> Task requirements
Scan the data below for the string "direction". Show every line where it turns up.

> Task data
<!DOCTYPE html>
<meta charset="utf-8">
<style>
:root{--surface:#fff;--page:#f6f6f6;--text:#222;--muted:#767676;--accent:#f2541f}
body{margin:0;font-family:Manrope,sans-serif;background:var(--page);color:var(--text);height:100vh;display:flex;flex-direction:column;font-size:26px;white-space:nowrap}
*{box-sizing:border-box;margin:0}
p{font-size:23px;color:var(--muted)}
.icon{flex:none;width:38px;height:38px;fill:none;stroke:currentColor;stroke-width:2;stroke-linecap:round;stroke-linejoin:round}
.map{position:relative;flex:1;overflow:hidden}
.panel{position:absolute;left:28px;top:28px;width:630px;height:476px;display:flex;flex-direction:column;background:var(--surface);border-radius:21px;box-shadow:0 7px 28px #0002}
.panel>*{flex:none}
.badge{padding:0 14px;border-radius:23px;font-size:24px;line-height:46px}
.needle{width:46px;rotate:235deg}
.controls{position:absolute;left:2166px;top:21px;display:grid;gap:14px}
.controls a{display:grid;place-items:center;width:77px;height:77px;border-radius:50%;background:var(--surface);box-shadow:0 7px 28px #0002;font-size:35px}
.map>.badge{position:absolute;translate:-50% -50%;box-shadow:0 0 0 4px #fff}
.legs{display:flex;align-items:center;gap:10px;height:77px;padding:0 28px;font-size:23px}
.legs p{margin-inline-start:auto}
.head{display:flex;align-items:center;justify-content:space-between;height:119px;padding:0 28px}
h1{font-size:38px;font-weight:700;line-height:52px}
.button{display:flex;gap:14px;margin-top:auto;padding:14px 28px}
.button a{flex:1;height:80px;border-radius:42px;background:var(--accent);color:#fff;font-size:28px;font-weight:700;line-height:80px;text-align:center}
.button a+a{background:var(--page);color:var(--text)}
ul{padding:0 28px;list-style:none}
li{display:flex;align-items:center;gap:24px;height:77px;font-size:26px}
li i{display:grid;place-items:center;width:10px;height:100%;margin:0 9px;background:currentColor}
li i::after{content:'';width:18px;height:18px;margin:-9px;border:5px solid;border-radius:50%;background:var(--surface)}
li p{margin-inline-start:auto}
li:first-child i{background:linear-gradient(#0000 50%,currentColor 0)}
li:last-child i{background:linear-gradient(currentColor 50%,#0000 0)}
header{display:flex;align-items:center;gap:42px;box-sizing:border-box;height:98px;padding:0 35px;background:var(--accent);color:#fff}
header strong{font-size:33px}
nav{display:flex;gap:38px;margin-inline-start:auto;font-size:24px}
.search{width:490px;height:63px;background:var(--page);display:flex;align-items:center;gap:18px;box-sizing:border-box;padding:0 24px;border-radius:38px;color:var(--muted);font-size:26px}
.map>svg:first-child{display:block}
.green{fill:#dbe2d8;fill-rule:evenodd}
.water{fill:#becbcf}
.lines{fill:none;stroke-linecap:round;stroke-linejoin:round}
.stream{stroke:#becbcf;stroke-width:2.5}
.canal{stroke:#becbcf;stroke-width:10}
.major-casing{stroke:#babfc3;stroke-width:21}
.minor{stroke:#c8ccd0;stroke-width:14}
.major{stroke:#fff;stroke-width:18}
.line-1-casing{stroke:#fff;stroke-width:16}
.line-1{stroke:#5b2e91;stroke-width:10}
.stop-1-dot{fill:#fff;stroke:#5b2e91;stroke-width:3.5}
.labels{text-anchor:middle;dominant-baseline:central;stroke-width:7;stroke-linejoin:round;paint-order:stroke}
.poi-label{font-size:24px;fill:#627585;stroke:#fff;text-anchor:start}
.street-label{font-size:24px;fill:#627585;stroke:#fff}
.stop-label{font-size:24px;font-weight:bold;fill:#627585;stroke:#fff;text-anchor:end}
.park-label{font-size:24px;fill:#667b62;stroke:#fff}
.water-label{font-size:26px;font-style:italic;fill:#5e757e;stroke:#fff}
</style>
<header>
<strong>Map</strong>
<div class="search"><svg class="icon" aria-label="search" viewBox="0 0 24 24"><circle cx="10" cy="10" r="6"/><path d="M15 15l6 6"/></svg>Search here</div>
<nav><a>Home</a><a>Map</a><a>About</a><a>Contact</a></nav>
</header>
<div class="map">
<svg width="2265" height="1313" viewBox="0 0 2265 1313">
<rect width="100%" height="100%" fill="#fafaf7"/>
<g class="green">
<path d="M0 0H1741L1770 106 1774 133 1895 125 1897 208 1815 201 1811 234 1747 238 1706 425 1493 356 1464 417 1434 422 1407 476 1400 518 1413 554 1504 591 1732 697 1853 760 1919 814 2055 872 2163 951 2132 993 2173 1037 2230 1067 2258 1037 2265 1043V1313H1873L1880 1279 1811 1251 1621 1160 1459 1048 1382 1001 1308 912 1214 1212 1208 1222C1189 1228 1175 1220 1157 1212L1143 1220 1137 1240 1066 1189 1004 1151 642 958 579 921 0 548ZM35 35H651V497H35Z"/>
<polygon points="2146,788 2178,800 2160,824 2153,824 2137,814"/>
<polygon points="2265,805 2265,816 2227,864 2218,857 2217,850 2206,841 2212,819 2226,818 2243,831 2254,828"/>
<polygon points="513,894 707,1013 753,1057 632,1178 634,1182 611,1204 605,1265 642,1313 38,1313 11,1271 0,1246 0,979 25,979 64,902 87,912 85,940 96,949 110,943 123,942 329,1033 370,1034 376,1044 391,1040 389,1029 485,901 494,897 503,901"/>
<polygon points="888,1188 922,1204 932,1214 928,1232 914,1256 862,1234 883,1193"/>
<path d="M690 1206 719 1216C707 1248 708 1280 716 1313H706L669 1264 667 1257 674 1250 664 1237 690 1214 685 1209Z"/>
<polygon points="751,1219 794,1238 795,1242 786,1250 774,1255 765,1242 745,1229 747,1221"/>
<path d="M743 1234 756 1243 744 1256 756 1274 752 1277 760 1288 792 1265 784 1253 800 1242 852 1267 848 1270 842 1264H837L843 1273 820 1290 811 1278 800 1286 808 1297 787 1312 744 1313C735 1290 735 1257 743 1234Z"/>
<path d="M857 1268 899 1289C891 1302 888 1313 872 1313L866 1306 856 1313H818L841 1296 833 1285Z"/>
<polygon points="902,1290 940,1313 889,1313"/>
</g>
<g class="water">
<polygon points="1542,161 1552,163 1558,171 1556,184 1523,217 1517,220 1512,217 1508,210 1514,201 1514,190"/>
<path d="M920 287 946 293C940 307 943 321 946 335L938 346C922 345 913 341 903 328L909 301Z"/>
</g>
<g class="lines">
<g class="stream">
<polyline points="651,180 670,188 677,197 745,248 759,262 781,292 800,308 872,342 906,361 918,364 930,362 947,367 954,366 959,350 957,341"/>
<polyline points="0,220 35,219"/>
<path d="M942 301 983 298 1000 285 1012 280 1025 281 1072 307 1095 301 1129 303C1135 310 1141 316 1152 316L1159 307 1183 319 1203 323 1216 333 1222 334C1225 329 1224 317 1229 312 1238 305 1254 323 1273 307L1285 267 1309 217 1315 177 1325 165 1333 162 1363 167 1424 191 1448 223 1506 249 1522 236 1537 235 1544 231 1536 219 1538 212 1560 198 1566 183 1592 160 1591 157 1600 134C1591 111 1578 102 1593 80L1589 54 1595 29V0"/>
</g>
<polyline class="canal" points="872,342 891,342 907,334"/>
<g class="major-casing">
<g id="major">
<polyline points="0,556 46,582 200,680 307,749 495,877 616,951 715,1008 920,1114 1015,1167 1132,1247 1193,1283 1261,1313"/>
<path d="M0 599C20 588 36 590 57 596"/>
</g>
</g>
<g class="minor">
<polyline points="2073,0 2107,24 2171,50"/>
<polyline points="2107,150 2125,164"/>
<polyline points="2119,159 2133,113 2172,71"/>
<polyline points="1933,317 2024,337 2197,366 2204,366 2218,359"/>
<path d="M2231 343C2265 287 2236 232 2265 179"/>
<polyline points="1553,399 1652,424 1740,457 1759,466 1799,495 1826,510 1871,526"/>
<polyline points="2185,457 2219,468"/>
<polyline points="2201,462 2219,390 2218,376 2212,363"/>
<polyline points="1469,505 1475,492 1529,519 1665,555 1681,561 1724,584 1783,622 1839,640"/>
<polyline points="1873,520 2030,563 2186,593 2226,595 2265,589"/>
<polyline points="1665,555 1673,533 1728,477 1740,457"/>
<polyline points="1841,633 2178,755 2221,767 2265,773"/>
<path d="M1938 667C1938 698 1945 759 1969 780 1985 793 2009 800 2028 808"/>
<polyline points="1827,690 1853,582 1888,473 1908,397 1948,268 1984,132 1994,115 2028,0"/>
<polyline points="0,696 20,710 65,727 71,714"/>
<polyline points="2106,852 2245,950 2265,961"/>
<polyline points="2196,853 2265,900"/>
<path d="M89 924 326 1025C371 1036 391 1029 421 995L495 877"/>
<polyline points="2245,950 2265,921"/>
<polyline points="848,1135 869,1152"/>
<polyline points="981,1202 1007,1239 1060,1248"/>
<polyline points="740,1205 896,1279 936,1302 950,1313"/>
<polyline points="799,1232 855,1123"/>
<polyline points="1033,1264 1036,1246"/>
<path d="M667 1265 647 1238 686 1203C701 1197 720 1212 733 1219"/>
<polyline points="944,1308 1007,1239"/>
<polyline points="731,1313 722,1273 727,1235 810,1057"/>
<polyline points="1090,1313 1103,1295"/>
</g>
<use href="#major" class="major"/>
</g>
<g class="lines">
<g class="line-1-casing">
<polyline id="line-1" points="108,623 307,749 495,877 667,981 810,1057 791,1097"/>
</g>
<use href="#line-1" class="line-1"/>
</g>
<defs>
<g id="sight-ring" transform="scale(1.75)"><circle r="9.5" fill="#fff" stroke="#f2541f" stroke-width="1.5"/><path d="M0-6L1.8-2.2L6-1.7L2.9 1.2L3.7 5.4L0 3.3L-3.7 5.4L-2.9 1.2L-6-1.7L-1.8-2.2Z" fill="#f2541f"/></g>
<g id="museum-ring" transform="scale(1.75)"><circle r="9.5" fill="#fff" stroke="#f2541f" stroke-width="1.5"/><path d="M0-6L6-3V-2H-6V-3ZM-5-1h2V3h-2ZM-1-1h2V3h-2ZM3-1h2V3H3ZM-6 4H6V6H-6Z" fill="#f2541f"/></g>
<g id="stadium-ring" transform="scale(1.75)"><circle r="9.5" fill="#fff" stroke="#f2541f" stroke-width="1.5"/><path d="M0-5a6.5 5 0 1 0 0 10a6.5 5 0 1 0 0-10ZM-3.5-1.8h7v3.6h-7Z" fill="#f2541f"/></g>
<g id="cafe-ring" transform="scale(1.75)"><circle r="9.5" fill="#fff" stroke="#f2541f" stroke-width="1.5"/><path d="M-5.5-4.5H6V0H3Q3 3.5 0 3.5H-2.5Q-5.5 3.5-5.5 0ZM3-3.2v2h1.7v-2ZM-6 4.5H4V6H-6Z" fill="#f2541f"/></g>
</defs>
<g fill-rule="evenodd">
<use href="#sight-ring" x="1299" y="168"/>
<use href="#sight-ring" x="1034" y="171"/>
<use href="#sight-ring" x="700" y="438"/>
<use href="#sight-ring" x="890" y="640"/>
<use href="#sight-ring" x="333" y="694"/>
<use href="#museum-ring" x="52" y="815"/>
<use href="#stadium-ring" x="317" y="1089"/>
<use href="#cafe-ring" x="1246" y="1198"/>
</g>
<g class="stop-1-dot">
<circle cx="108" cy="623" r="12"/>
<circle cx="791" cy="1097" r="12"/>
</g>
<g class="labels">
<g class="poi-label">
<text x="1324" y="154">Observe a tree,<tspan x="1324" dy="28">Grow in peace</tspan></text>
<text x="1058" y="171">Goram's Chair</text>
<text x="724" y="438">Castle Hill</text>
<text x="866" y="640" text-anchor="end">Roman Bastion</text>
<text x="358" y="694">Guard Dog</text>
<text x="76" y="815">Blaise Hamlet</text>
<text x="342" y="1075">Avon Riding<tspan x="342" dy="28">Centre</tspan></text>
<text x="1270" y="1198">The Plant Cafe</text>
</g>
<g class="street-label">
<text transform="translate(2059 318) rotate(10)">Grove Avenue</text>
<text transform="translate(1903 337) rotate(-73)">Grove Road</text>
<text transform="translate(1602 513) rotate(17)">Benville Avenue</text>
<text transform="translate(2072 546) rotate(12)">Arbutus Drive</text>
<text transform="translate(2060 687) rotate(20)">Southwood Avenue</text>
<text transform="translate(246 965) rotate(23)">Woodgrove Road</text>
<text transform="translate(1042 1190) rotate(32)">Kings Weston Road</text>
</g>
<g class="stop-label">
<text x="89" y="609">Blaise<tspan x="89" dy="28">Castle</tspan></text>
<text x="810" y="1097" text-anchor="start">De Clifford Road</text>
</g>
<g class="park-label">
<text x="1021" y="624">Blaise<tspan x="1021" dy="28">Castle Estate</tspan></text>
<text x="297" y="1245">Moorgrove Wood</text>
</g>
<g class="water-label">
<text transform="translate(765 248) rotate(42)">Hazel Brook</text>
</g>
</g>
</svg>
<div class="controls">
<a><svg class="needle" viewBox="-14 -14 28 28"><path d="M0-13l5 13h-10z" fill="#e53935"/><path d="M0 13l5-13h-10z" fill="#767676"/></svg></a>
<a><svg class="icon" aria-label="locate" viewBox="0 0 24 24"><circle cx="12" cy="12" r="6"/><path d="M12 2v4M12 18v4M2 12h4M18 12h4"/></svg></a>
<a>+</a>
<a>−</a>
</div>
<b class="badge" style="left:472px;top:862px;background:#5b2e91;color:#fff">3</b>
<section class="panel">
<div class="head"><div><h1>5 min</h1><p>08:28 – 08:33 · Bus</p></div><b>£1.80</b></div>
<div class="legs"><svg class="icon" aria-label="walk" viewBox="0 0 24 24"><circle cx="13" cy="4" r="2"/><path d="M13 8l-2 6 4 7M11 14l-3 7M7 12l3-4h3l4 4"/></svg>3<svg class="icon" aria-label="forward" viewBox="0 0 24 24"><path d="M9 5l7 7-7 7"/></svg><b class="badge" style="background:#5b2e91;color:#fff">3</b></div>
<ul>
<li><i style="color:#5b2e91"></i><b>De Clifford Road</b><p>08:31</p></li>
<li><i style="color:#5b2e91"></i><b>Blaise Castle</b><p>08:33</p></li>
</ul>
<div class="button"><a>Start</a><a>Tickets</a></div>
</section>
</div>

> Output below
body{margin:0;font-family:Manrope,sans-serif;background:var(--page);color:var(--text);height:100vh;display:flex;flex-direction:column;font-size:26px;white-space:nowrap}
.panel{position:absolute;left:28px;top:28px;width:630px;height:476px;display:flex;flex-direction:column;background:var(--surface);border-radius:21px;box-shadow:0 7px 28px #0002}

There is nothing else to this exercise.